WHAT YOU NEED TO DO:
Where a picture occurs in the data, omit it, and copy all remaining data exactly.

DATA RECORDS:
..............................

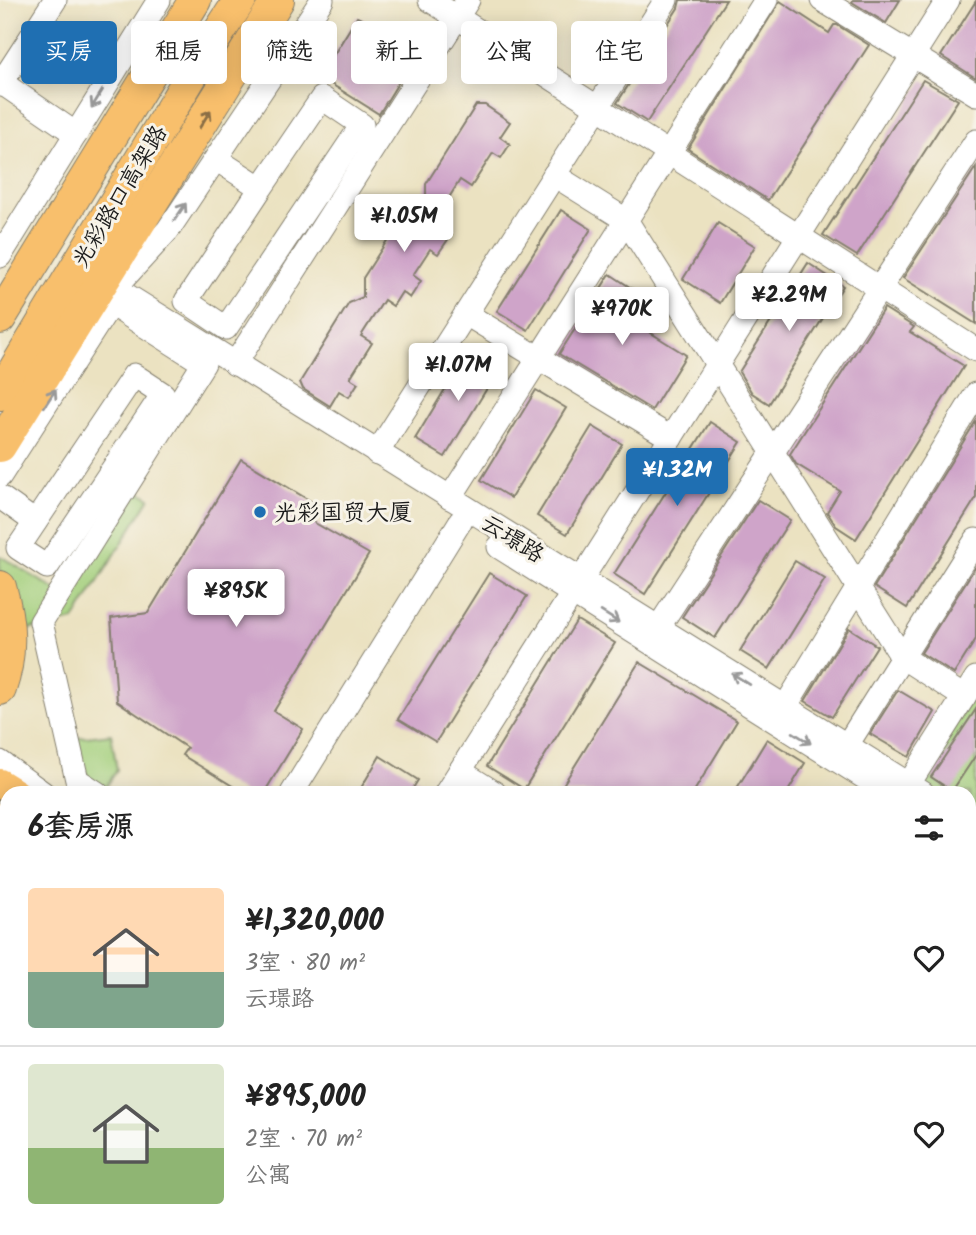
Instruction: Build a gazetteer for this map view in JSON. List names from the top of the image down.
{
  "streets": {
    "highway": ["光彩路口高架路"],
    "street": ["云璟路"]
  },
  "places": ["光彩国贸大厦"],
  "page": {
    "chip": [
      "买房",
      "租房",
      "筛选",
      "新上",
      "公寓",
      "住宅"
    ],
    "price": [
      "¥1.05M",
      "¥2.29M",
      "¥970K",
      "¥1.07M",
      "¥1.32M",
      "¥895K"
    ],
    "heading": "6套房源",
    "list": [
      {
        "name": "¥1,320,000",
        "note": "3室 · 80 m² · 云璟路"
      },
      {
        "name": "¥895,000",
        "note": "2室 · 70 m² · 公寓"
      }
    ]
  }
}
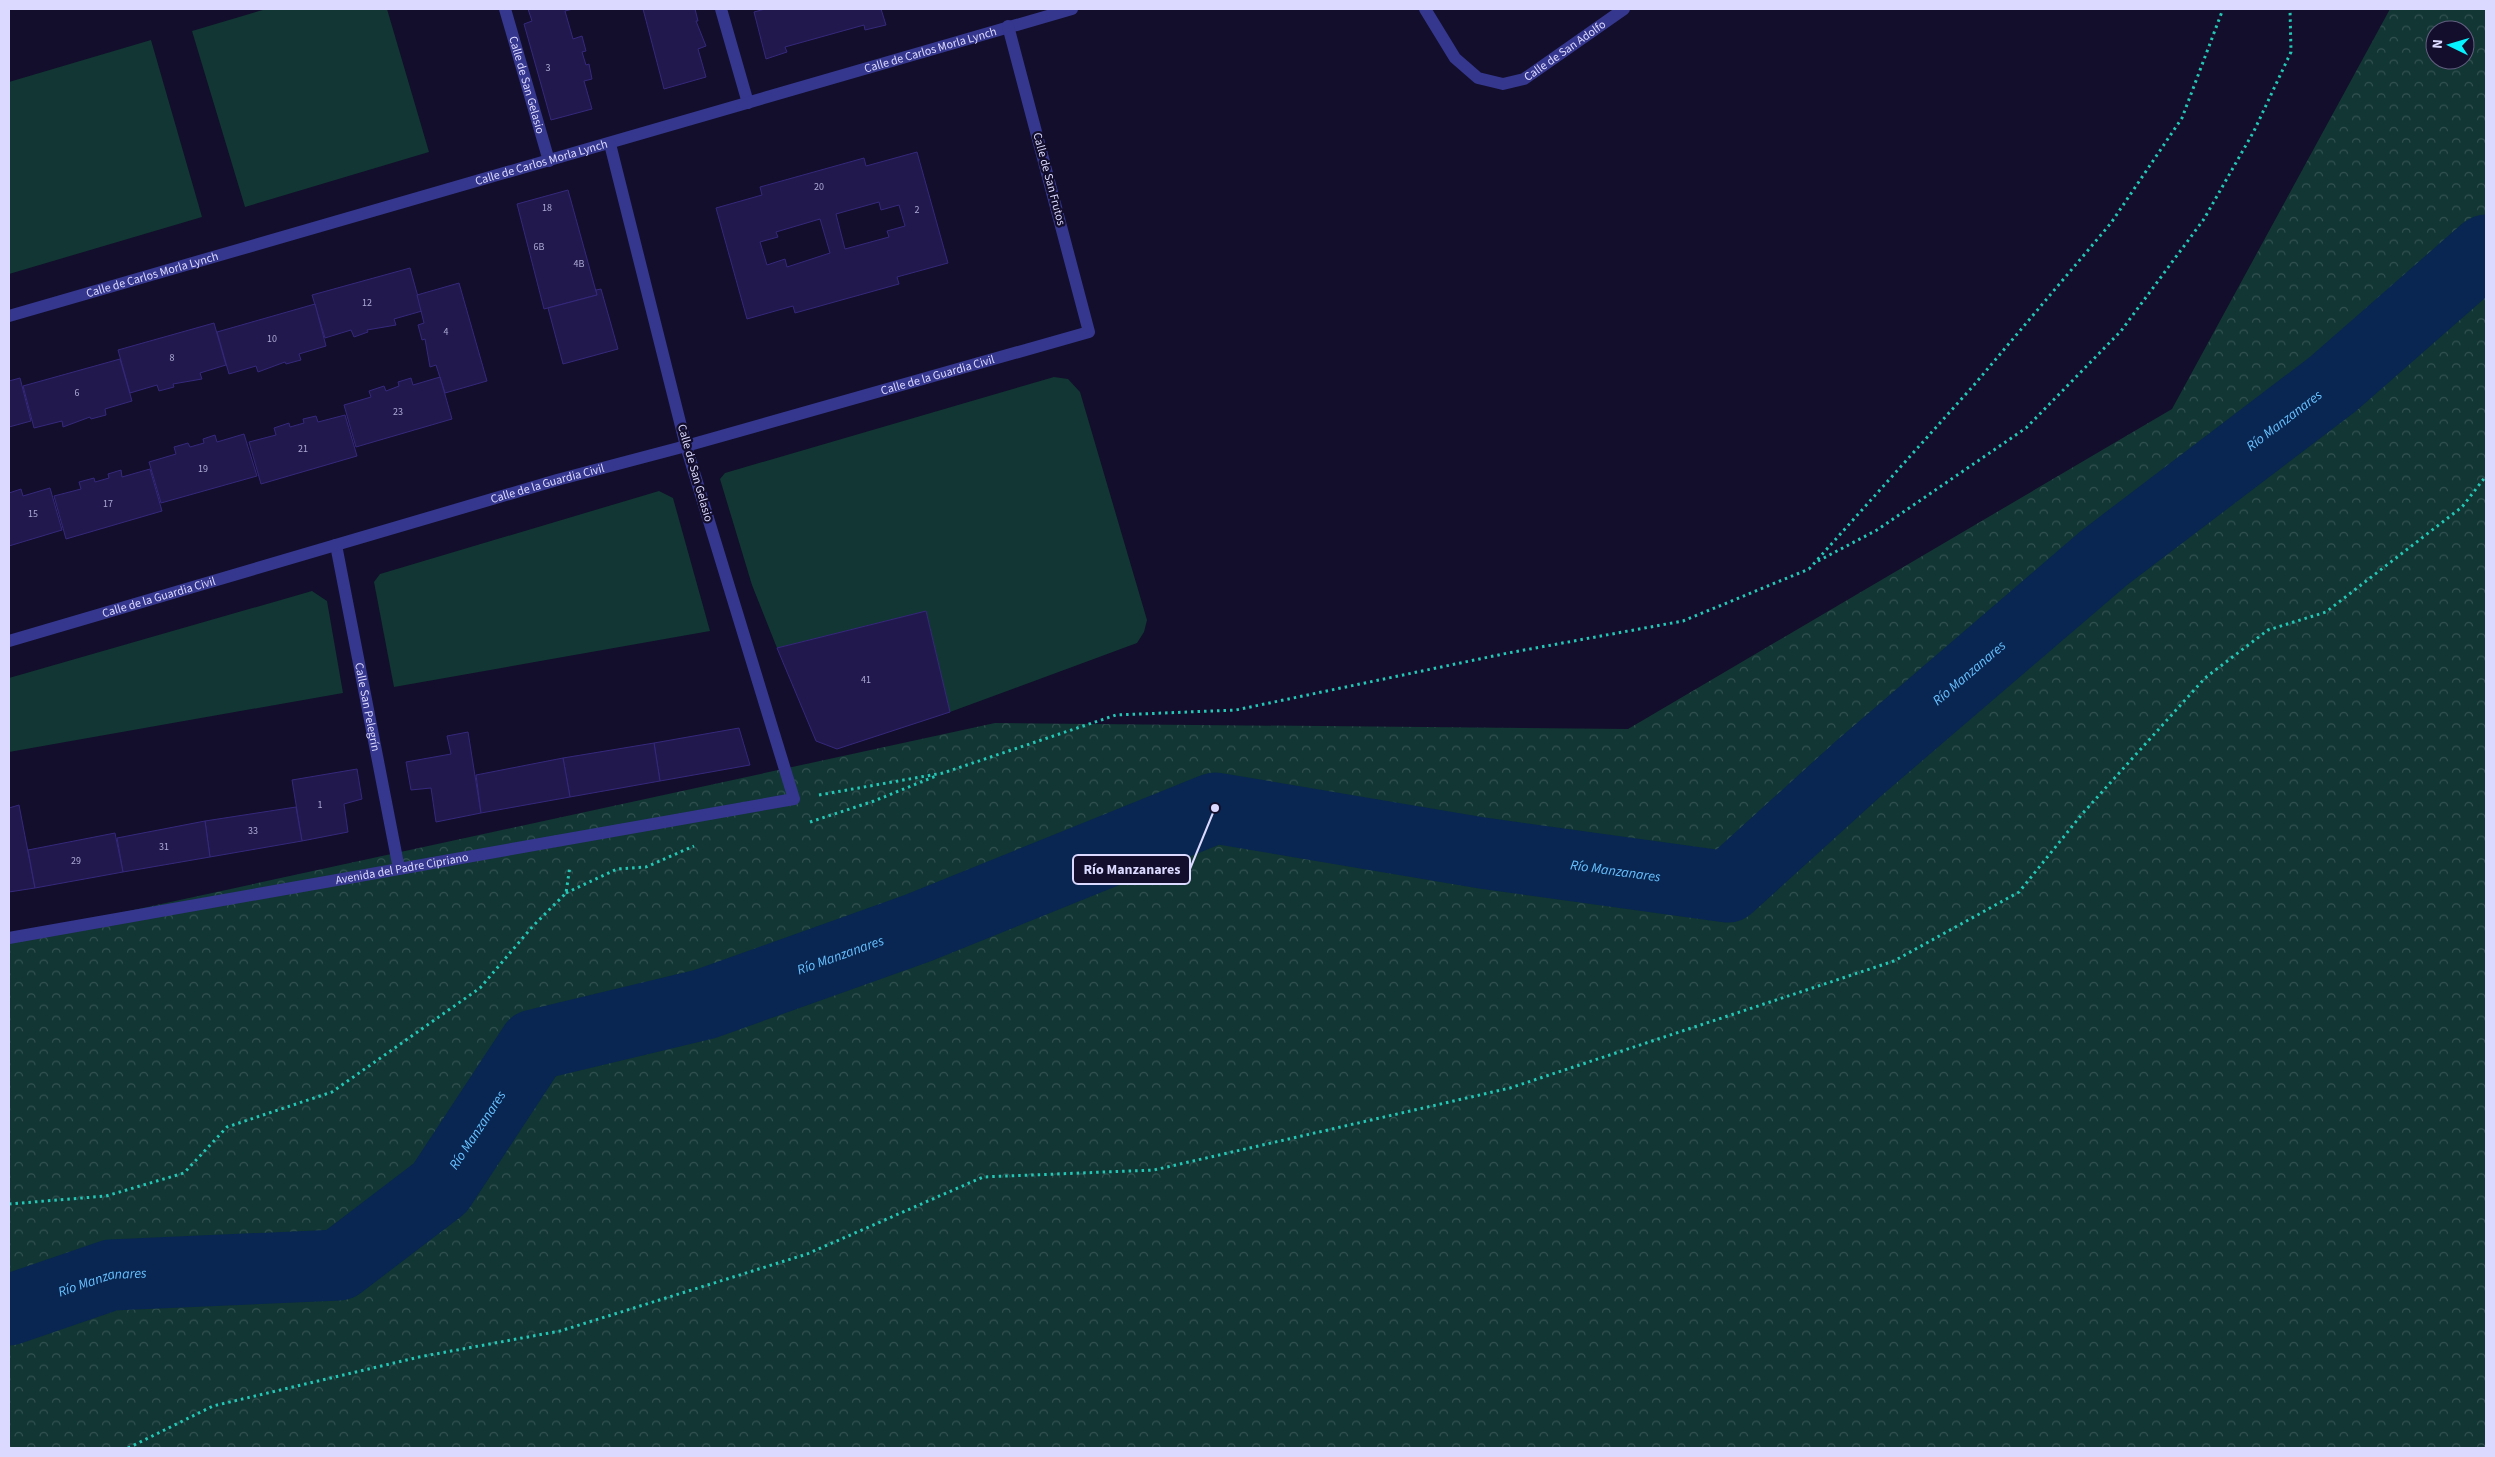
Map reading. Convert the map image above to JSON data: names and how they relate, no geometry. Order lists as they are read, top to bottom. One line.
{"streets":{"street":["Calle de Carlos Morla Lynch","Calle de San Adolfo","Calle de San Gelasio","Calle de San Frutos","Calle de la Guardia Civil","Calle San Pelegrín","Avenida del Padre Cipriano"]},"crossings":[["Calle de Carlos Morla Lynch","Calle de San Gelasio"],["Calle de Carlos Morla Lynch","Calle de San Frutos"],["Calle de San Gelasio","Calle de la Guardia Civil"],["Calle de San Gelasio","Avenida del Padre Cipriano"],["Calle de San Frutos","Calle de la Guardia Civil"],["Calle de la Guardia Civil","Calle San Pelegrín"],["Calle San Pelegrín","Avenida del Padre Cipriano"]],"water":["Río Manzanares"],"places":["Río Manzanares"],"house_numbers":["3","20","18","2","6B","4B","12","4","10","8","6","23","21","19","17","15","41","1","33","31","29"],"north":"left"}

..............................

WRITTEN SOLUTION:
Instruction: Build a gazetteer for this map view in JSON. List names from the top of the image down.
{
  "streets": {
    "highway": ["光彩路口高架路"],
    "street": ["云璟路"]
  },
  "places": ["光彩国贸大厦"],
  "page": {
    "chip": [
      "买房",
      "租房",
      "筛选",
      "新上",
      "公寓",
      "住宅"
    ],
    "price": [
      "¥1.05M",
      "¥2.29M",
      "¥970K",
      "¥1.07M",
      "¥1.32M",
      "¥895K"
    ],
    "heading": "6套房源",
    "list": [
      {
        "name": "¥1,320,000",
        "note": "3室 · 80 m² · 云璟路"
      },
      {
        "name": "¥895,000",
        "note": "2室 · 70 m² · 公寓"
      }
    ]
  }
}
Map reading. Convert the map image above to JSON data: names and how they relate, no geometry. Order lists as they are read, top to bottom. One line.
{"streets":{"street":["Calle de Carlos Morla Lynch","Calle de San Adolfo","Calle de San Gelasio","Calle de San Frutos","Calle de la Guardia Civil","Calle San Pelegrín","Avenida del Padre Cipriano"]},"crossings":[["Calle de Carlos Morla Lynch","Calle de San Gelasio"],["Calle de Carlos Morla Lynch","Calle de San Frutos"],["Calle de San Gelasio","Calle de la Guardia Civil"],["Calle de San Gelasio","Avenida del Padre Cipriano"],["Calle de San Frutos","Calle de la Guardia Civil"],["Calle de la Guardia Civil","Calle San Pelegrín"],["Calle San Pelegrín","Avenida del Padre Cipriano"]],"water":["Río Manzanares"],"places":["Río Manzanares"],"house_numbers":["3","20","18","2","6B","4B","12","4","10","8","6","23","21","19","17","15","41","1","33","31","29"],"north":"left"}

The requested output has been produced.